Christina - świetny głos, kilka tylko fajnych piosenek ale głos.. boski ;)
Zawiścią? Niczego nie zazdroszczę Mandarynie, która nie umie śpiewać, nigdy nie umiała i umieć nie będzie. Pomijając już mało wymagający rodzaj muzyki, to repertuar ma beznadziejny. Niby czemu prezydent Wrocławia nie zgodził się na jej występ na Sylwestra? Jedyną wokalistką, której zazdroszczę głosu jest Xtina.

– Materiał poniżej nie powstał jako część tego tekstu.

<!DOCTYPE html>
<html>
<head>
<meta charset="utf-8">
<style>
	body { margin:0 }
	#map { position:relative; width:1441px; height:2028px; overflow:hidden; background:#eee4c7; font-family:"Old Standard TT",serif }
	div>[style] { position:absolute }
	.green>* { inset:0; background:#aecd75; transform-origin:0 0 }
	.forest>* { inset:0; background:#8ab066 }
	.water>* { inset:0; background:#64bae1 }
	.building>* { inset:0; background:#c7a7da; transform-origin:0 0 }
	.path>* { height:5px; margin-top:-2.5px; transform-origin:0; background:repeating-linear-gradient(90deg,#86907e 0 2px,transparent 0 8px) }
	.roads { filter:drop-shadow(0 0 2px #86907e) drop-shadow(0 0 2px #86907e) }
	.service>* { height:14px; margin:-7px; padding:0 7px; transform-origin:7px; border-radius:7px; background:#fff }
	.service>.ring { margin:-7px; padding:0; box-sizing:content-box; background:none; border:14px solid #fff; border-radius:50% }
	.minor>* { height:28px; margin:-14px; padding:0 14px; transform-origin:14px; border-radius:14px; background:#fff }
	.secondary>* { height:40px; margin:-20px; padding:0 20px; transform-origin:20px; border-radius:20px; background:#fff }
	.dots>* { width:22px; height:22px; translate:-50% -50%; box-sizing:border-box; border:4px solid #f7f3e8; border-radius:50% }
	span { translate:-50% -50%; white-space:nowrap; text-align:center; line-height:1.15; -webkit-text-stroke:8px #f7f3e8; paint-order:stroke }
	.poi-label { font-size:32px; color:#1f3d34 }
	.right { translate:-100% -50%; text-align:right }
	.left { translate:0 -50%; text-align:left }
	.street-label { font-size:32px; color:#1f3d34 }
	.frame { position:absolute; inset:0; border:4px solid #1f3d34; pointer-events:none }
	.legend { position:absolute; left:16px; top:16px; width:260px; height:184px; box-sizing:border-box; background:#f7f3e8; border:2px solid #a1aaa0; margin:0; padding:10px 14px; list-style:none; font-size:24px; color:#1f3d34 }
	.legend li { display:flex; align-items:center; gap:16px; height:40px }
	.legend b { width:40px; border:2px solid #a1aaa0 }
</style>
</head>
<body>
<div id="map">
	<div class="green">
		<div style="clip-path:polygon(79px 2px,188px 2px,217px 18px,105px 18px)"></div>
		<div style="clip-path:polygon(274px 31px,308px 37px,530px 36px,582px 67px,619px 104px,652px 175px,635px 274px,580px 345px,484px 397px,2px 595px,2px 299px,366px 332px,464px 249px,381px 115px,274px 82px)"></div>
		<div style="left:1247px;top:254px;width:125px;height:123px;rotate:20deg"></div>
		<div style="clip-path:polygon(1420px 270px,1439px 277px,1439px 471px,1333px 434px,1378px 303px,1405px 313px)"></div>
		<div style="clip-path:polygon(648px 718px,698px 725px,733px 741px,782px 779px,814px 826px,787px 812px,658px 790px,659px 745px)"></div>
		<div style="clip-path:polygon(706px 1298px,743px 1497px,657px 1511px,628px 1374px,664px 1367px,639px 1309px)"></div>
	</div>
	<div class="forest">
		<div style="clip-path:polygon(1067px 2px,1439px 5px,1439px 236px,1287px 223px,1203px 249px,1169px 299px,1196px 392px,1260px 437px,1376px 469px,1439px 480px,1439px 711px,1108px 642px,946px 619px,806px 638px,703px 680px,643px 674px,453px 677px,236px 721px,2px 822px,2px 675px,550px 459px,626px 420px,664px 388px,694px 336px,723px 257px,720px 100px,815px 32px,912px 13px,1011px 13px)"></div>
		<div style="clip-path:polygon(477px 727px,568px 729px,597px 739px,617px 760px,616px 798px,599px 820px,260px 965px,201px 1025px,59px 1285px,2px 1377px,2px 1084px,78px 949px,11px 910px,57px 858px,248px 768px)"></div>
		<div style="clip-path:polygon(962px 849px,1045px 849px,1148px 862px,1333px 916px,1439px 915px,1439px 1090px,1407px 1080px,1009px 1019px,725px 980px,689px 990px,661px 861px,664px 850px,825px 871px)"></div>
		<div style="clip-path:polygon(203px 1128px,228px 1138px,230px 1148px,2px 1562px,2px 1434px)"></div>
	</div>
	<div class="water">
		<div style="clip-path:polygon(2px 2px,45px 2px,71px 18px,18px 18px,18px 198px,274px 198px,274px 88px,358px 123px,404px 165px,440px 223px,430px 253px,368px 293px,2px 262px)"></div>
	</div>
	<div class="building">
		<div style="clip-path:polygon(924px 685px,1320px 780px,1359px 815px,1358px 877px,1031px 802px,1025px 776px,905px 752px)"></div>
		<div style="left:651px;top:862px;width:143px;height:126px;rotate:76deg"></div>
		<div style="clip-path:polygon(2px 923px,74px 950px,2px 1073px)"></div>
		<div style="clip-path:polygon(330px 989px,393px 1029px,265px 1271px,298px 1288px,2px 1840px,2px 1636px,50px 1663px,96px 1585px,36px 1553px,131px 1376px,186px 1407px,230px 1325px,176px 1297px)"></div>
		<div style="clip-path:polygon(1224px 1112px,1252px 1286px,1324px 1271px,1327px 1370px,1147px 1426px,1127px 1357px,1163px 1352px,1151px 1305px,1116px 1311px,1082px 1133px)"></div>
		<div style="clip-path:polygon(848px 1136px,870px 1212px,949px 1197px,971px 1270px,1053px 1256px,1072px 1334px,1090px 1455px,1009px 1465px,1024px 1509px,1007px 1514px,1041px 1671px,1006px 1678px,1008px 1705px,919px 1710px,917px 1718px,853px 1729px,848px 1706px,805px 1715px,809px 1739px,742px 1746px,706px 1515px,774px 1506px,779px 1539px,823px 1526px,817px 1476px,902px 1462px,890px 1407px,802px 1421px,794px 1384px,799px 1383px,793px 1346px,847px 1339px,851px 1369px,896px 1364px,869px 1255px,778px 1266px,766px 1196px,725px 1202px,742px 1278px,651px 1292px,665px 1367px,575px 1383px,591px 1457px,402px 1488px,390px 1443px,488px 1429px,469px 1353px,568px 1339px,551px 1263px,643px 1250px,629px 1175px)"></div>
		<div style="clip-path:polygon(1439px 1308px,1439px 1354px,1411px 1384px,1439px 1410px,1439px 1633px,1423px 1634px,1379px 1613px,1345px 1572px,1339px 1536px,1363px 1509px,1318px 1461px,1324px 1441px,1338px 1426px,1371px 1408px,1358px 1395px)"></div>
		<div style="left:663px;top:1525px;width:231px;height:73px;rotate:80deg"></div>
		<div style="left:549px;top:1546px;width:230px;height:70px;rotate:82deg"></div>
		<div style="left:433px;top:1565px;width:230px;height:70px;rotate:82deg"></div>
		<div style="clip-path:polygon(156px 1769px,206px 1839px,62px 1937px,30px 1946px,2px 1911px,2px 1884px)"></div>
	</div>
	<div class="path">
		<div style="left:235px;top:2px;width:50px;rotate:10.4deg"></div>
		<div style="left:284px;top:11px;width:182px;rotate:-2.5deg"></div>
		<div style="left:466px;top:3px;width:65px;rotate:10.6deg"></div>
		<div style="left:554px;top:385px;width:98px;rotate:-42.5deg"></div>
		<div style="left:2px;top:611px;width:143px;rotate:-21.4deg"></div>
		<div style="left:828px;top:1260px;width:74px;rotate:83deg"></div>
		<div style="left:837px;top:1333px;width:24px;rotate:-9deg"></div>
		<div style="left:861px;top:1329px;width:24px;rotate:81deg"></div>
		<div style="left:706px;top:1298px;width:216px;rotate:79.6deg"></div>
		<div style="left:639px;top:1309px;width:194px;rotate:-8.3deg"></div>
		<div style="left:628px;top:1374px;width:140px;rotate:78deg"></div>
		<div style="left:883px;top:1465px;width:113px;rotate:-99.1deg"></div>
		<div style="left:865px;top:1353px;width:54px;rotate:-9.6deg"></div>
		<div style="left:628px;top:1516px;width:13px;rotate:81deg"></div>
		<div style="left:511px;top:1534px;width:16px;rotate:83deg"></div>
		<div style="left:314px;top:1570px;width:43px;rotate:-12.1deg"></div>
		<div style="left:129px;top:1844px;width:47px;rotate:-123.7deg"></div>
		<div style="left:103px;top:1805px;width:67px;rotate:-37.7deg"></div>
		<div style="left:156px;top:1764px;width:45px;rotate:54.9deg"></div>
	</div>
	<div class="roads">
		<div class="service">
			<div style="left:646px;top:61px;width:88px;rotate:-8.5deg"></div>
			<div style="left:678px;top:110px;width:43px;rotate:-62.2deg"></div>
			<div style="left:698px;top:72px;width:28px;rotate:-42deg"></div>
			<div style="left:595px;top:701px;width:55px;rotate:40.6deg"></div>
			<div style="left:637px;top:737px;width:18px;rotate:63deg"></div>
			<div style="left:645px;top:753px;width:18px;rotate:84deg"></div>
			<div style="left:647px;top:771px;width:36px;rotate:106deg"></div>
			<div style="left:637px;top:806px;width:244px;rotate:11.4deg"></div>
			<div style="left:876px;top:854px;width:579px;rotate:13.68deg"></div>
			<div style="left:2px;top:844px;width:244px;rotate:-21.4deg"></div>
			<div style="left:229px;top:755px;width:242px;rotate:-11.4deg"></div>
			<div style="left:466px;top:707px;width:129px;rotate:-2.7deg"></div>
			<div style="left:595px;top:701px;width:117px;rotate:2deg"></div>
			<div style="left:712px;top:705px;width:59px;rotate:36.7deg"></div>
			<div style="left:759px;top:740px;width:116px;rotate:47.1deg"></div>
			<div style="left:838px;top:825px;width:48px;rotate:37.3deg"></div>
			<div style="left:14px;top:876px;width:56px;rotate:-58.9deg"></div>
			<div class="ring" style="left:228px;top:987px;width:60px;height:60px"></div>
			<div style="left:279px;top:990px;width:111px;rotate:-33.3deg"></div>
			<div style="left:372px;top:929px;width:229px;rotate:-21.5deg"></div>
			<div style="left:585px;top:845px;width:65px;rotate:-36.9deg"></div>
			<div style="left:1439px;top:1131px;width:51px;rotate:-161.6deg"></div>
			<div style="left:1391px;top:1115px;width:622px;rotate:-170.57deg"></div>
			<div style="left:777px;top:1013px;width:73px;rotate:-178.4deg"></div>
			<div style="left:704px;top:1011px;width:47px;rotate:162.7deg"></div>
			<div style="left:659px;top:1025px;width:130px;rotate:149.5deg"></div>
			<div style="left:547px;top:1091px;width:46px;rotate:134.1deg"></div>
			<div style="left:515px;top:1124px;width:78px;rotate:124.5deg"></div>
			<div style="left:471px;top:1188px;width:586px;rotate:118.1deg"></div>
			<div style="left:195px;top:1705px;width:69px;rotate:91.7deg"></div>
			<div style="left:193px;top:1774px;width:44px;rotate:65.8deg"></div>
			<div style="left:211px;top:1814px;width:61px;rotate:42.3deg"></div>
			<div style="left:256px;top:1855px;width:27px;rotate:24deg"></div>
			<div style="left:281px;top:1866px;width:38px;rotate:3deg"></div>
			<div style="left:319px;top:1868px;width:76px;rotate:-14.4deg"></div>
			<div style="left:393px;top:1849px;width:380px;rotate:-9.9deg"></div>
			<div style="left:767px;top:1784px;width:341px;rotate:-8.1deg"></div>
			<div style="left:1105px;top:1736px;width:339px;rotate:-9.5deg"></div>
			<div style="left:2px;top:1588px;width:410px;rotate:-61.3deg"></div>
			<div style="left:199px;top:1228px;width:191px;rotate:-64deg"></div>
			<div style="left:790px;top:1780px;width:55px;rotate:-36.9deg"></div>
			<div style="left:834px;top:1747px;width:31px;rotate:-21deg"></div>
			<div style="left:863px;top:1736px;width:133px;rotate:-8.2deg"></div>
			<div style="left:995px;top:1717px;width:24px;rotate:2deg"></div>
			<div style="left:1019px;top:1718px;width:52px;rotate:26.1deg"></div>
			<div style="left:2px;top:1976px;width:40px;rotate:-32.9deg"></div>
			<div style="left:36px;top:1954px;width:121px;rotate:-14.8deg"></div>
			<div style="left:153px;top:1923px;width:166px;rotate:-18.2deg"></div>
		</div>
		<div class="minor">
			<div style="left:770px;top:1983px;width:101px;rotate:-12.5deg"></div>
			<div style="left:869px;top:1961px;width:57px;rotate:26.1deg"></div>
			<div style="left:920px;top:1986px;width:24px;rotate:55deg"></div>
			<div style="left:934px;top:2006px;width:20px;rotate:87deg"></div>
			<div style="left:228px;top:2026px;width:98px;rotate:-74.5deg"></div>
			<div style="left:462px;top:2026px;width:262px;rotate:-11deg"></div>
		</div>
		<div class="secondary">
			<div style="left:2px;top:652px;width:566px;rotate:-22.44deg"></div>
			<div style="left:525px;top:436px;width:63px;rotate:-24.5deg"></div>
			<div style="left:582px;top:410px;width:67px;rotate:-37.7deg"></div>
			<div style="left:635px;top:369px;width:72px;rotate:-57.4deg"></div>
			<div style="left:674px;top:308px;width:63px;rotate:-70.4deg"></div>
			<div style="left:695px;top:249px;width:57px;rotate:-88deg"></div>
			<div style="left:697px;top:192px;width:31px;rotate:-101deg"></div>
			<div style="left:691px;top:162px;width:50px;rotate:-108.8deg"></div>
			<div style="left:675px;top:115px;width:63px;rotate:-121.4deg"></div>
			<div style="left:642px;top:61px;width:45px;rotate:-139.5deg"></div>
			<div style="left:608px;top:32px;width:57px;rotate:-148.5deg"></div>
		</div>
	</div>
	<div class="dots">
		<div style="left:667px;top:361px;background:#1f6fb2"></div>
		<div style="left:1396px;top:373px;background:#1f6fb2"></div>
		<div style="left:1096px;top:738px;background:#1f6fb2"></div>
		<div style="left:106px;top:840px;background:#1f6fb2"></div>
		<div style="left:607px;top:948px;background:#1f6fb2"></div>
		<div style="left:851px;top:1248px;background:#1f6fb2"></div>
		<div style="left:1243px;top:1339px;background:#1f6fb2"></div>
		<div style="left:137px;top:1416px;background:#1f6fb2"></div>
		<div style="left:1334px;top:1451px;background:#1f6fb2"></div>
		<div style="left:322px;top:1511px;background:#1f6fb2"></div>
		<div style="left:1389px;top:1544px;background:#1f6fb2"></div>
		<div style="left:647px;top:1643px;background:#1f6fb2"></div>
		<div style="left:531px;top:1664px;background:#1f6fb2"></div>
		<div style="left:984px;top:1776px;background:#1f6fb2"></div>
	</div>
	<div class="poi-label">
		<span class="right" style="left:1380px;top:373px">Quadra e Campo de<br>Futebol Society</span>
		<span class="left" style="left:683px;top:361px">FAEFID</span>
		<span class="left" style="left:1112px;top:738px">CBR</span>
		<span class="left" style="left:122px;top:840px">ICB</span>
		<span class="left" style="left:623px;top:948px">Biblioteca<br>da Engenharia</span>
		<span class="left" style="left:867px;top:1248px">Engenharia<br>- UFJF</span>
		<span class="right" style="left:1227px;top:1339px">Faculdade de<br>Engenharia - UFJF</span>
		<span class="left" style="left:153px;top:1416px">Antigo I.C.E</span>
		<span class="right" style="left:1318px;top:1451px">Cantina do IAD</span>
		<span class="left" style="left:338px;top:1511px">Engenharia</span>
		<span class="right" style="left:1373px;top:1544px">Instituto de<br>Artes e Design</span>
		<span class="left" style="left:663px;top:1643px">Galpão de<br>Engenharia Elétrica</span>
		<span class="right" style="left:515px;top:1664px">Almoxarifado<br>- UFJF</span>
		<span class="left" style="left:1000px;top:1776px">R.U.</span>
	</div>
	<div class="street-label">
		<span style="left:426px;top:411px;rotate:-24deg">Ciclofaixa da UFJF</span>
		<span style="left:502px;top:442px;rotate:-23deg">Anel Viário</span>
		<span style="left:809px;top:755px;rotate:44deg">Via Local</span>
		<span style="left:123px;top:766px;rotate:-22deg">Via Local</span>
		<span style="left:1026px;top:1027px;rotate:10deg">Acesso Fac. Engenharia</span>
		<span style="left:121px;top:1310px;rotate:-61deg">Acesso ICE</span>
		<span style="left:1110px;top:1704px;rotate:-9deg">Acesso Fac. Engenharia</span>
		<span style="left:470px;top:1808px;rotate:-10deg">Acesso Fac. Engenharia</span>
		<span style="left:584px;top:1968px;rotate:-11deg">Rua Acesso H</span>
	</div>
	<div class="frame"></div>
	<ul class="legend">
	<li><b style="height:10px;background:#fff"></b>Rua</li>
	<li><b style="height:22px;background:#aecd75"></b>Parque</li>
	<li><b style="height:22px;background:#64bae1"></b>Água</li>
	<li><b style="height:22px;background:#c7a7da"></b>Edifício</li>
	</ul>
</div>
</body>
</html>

mandaryna to jest jedna wielka kupa ale britneyka i christina to piękne kobiety i wspaniałe piosenkarki i nie porównujmy zgniłych mandaryn do prawdziwych soczystych pomarańczy
w ogóle nie rozumiem dlaczego wymieniona została mandaryna bo to przecież jakieś gówno co ona śpiewa....
Również nie rozumiem jakie miejsce tu zajmuje Mandaryna. Oczywiście Christina, za głos i tu nie chodzi o samą tonację, ale o siłę jaką ma w głosie, ile z niego potrafi wydobyć. Britney kiedyś tworzyła dobre piosenki, była moją idolką z dzieciństwa. Niestety obecna muzyka nie dorasta do pięt jej poprzednim piosenkom, a tym bardziej piosenkom i głosowi Aguilery.